= TASK =
Your answer must be the lines from the first record through the line that contains "2px #a2b3b0) drop-shadow(0", copied exactly and without any pictures.

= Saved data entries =
┄┄┄┄┄┄

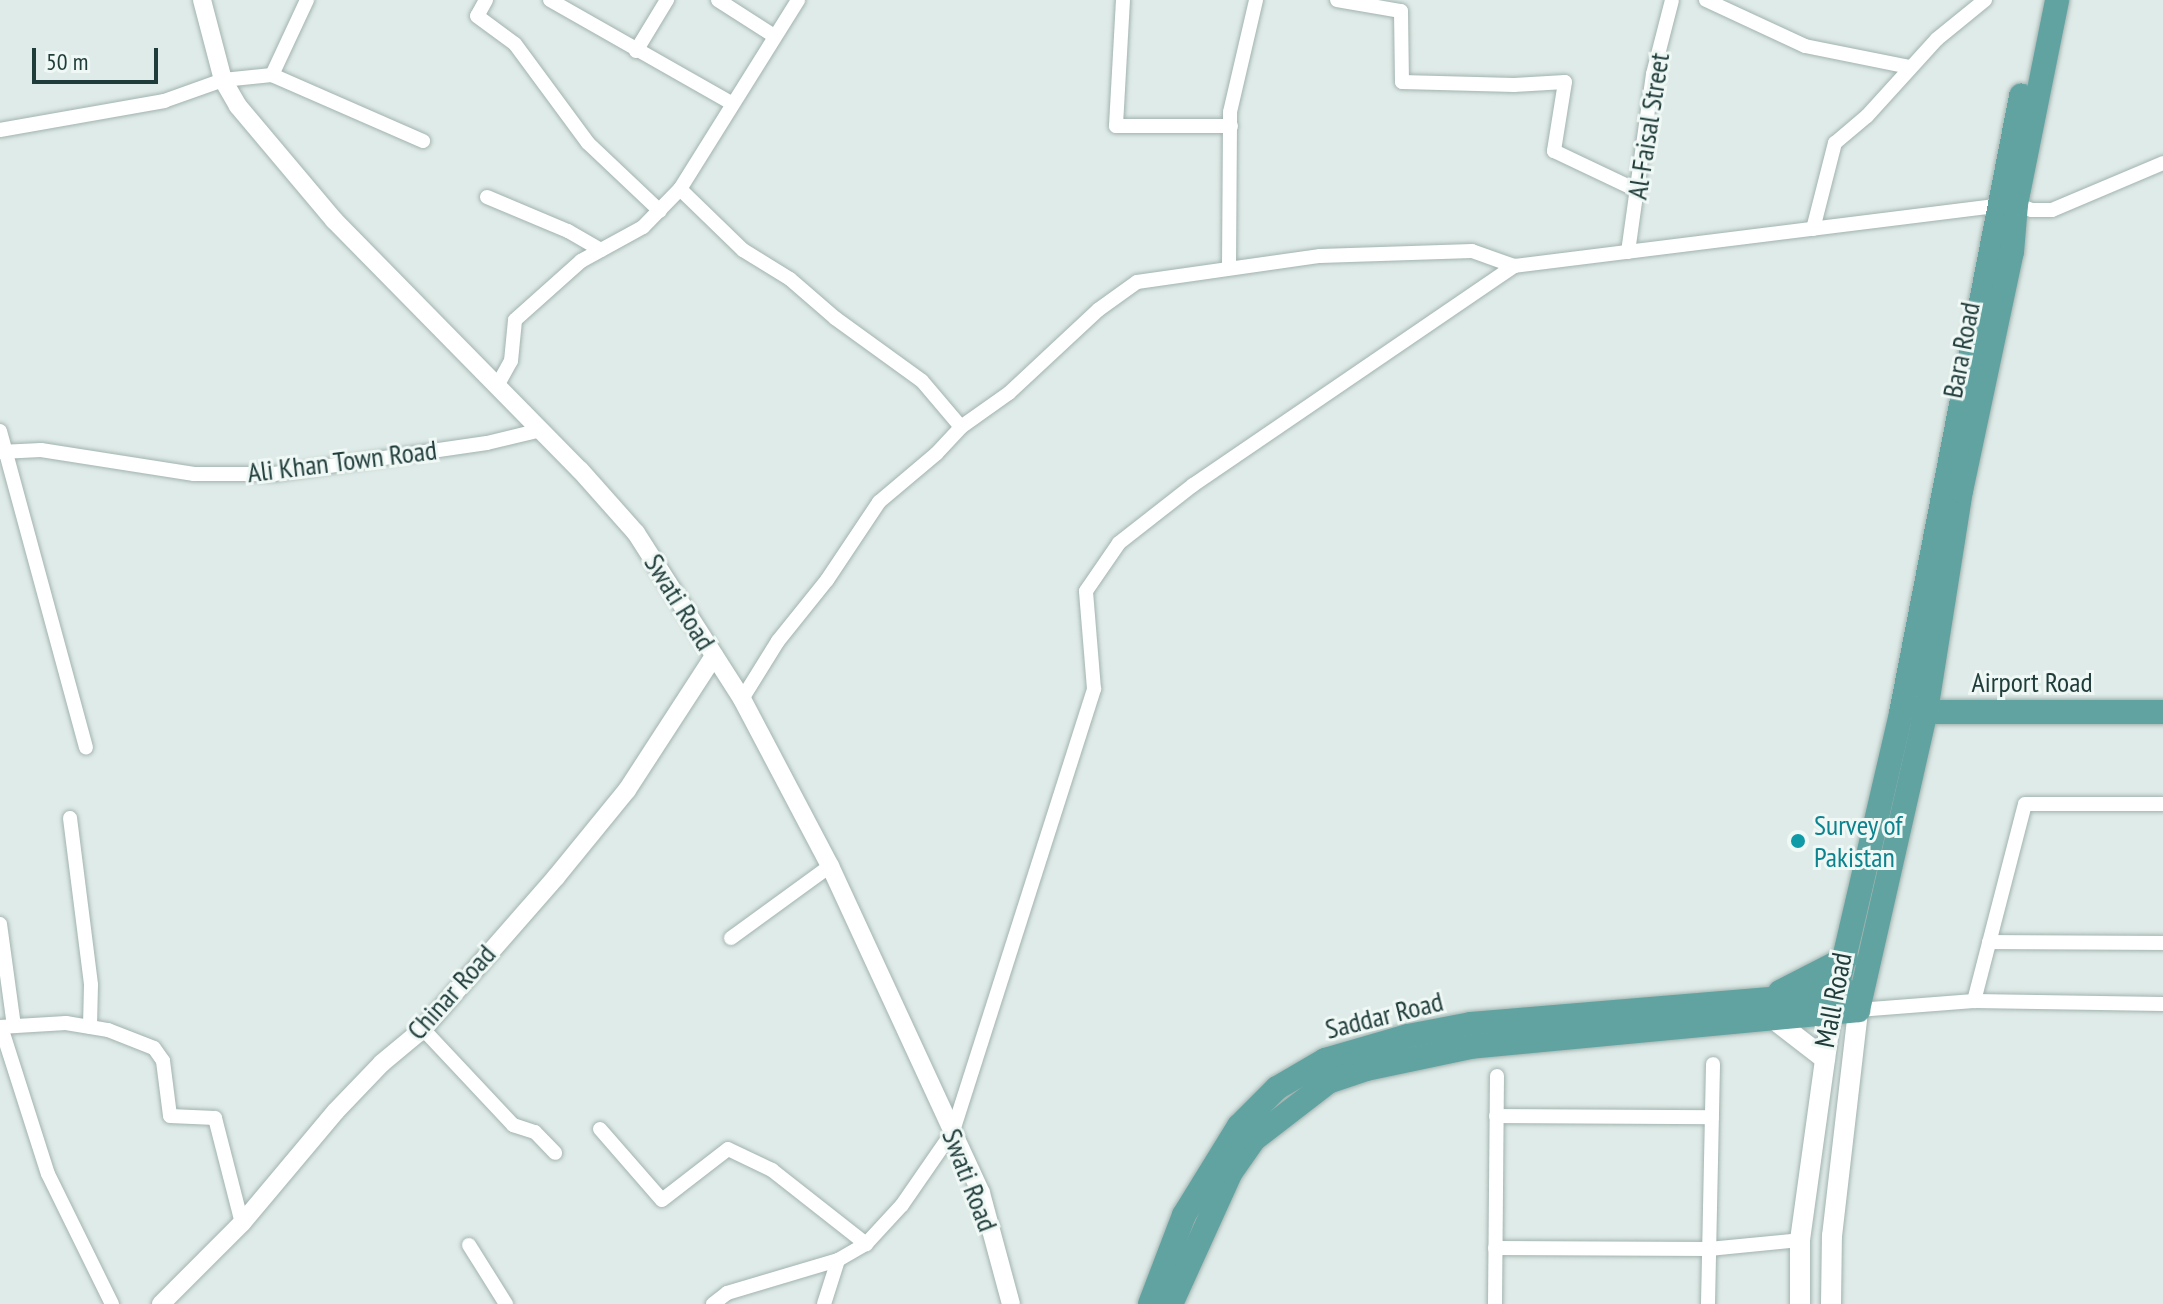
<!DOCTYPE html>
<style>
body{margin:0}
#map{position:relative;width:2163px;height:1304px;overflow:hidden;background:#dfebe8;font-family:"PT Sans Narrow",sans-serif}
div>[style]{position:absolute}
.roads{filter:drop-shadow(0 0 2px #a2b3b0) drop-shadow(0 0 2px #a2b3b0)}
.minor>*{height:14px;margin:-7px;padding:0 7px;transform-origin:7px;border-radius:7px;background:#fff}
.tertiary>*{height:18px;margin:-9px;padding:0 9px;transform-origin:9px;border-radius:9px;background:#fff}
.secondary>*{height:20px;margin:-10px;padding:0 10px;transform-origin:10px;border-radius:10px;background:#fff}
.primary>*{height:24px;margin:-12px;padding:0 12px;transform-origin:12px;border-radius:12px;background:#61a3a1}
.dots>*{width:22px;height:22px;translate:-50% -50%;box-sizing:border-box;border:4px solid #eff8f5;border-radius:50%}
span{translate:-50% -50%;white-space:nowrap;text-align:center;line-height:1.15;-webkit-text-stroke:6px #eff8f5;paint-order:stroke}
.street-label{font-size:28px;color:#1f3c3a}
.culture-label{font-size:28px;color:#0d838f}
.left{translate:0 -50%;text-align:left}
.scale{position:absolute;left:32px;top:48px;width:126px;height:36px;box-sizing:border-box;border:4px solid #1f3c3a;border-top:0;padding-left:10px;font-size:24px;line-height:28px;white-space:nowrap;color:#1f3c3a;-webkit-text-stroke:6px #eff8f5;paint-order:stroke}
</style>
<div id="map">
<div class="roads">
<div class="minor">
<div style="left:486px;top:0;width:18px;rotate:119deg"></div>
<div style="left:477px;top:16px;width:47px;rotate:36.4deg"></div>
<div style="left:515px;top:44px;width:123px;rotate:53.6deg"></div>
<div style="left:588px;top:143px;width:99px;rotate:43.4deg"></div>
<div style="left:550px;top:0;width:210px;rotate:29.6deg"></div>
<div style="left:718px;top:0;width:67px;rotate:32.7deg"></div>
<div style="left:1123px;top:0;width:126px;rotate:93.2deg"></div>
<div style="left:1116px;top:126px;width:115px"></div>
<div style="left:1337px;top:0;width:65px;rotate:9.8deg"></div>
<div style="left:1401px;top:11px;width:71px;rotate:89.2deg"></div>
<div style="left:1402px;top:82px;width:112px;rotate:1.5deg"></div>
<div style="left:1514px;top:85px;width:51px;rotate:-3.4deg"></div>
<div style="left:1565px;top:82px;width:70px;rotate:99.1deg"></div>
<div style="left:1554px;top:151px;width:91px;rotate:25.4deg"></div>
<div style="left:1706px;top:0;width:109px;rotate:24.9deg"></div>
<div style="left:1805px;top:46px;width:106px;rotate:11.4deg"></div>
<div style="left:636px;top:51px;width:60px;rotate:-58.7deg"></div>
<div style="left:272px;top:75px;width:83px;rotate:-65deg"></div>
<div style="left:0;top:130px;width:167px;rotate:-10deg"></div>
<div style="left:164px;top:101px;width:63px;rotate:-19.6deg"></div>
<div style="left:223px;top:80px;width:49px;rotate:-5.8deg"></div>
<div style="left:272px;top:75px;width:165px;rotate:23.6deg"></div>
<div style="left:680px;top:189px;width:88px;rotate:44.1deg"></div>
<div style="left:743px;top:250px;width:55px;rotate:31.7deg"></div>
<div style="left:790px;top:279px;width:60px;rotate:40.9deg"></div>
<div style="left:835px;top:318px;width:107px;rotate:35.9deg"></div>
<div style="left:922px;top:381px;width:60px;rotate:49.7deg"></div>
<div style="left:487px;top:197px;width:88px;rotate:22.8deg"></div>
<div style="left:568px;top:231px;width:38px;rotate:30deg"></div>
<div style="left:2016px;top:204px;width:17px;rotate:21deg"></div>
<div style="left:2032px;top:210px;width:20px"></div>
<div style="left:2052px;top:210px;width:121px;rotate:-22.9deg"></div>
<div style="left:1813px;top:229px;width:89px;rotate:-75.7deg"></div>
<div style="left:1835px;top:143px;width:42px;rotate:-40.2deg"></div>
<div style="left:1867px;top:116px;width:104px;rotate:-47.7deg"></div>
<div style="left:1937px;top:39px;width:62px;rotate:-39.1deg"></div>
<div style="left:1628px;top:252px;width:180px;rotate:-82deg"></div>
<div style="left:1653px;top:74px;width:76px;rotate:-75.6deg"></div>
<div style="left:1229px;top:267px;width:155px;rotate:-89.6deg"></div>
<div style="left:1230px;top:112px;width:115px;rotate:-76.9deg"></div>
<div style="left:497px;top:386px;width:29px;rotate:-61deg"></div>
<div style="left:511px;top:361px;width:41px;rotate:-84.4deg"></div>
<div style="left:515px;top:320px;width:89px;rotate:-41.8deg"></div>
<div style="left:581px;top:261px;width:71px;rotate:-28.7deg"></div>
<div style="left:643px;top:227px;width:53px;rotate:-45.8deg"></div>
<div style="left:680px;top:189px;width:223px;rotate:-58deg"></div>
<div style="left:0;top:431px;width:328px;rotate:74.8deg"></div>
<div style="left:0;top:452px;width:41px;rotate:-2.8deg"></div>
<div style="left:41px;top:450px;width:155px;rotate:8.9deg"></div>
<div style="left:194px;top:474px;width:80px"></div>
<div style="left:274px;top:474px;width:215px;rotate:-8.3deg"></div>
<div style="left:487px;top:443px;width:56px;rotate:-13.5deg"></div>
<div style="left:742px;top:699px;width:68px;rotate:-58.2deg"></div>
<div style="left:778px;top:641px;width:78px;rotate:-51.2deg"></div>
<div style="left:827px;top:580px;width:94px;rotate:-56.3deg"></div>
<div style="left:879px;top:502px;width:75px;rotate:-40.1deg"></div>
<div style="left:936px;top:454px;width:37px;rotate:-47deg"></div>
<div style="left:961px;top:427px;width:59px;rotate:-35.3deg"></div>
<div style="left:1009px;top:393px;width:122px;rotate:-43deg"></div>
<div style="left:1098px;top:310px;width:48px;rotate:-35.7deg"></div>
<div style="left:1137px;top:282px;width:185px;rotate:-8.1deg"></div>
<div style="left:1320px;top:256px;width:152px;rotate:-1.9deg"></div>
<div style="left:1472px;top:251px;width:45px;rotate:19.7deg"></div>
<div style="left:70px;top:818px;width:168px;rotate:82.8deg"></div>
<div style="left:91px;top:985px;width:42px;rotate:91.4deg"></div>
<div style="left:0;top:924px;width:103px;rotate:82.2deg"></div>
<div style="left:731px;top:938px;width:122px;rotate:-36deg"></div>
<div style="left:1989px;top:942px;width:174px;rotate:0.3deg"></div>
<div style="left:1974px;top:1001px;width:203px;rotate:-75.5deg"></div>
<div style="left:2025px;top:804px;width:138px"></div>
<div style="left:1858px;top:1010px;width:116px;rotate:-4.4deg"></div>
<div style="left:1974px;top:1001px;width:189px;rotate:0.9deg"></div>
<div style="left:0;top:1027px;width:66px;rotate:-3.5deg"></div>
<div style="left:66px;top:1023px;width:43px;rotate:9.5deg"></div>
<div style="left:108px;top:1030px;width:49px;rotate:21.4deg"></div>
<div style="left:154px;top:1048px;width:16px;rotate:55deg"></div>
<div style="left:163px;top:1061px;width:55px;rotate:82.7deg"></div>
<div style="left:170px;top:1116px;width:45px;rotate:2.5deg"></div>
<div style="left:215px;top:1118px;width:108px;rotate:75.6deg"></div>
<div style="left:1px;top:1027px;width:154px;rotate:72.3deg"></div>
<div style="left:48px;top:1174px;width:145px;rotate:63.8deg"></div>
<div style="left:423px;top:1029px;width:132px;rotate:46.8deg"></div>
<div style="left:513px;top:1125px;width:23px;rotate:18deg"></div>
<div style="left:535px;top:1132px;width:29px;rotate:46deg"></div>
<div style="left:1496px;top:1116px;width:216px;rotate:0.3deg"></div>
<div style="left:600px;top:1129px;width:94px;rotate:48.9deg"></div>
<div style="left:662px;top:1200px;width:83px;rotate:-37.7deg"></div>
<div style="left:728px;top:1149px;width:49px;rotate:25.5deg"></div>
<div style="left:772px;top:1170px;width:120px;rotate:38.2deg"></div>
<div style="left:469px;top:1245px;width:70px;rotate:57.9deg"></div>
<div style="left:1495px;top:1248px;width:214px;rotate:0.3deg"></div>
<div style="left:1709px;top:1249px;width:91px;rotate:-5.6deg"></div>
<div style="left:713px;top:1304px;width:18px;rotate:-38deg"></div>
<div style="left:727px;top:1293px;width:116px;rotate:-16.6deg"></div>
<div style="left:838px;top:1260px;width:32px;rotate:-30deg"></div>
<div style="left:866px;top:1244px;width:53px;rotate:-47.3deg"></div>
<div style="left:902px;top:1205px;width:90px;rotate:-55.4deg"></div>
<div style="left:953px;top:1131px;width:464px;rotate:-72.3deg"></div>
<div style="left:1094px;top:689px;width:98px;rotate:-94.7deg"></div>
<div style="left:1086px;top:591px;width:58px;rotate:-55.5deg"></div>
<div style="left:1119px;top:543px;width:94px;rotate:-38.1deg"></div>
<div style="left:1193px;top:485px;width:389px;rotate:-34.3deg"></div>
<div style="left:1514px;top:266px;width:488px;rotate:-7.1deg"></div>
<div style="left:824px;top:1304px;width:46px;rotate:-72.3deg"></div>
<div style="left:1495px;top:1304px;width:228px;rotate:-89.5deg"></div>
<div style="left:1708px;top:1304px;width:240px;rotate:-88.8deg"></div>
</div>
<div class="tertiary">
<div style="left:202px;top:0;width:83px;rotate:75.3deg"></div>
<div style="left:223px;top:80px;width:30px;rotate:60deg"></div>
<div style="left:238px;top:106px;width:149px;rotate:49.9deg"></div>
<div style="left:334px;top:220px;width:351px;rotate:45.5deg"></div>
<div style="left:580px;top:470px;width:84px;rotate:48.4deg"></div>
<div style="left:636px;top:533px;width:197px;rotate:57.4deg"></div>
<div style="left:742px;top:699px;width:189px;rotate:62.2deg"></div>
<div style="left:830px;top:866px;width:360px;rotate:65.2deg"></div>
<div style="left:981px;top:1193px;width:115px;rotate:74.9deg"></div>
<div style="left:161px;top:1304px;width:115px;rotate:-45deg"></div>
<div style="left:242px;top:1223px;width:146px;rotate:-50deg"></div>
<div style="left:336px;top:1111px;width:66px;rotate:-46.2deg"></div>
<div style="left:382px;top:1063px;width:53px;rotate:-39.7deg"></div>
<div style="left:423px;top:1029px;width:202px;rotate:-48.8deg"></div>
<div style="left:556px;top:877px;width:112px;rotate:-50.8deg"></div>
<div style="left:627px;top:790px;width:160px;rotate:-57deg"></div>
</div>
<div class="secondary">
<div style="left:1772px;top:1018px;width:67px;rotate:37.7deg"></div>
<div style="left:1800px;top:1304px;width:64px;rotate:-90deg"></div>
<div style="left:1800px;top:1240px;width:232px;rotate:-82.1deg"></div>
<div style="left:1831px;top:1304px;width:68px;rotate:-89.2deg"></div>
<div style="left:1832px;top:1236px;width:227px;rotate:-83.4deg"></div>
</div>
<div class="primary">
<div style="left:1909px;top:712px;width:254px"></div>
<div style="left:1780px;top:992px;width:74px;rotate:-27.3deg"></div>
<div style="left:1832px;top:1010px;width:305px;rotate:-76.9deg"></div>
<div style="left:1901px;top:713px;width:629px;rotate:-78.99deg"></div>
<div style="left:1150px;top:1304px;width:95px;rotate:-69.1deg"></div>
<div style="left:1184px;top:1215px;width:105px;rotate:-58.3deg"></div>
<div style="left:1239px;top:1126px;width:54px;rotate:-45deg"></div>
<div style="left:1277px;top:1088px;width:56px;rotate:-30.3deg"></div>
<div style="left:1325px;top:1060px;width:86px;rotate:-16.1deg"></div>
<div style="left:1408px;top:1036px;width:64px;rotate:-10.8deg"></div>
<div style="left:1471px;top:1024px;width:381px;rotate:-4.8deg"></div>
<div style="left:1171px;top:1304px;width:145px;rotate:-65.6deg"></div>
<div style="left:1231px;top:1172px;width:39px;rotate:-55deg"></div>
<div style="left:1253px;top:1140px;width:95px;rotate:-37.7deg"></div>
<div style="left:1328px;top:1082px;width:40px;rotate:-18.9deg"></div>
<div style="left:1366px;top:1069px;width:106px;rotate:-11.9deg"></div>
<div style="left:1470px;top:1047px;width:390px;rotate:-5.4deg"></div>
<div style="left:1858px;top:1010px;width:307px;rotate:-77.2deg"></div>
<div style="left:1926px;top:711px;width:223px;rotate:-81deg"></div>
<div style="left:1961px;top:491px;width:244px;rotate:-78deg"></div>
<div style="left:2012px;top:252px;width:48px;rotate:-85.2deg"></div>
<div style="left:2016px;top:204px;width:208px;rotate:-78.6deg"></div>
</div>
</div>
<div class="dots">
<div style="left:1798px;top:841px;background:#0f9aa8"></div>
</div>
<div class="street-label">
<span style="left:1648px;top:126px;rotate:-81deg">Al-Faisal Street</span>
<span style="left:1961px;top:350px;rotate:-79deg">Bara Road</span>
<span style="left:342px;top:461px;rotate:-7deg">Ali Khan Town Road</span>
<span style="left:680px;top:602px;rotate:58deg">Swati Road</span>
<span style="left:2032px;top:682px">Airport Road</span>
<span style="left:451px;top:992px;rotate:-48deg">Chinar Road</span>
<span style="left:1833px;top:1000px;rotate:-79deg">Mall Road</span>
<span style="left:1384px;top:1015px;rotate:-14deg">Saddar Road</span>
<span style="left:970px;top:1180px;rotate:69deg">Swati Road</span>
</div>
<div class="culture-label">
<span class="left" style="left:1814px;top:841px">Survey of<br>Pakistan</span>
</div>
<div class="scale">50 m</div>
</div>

┄┄┄┄┄┄

= SOLUTION BELOW =
<!DOCTYPE html>
<style>
body{margin:0}
#map{position:relative;width:2163px;height:1304px;overflow:hidden;background:#dfebe8;font-family:"PT Sans Narrow",sans-serif}
div>[style]{position:absolute}
.roads{filter:drop-shadow(0 0 2px #a2b3b0) drop-shadow(0 0 2px #a2b3b0)}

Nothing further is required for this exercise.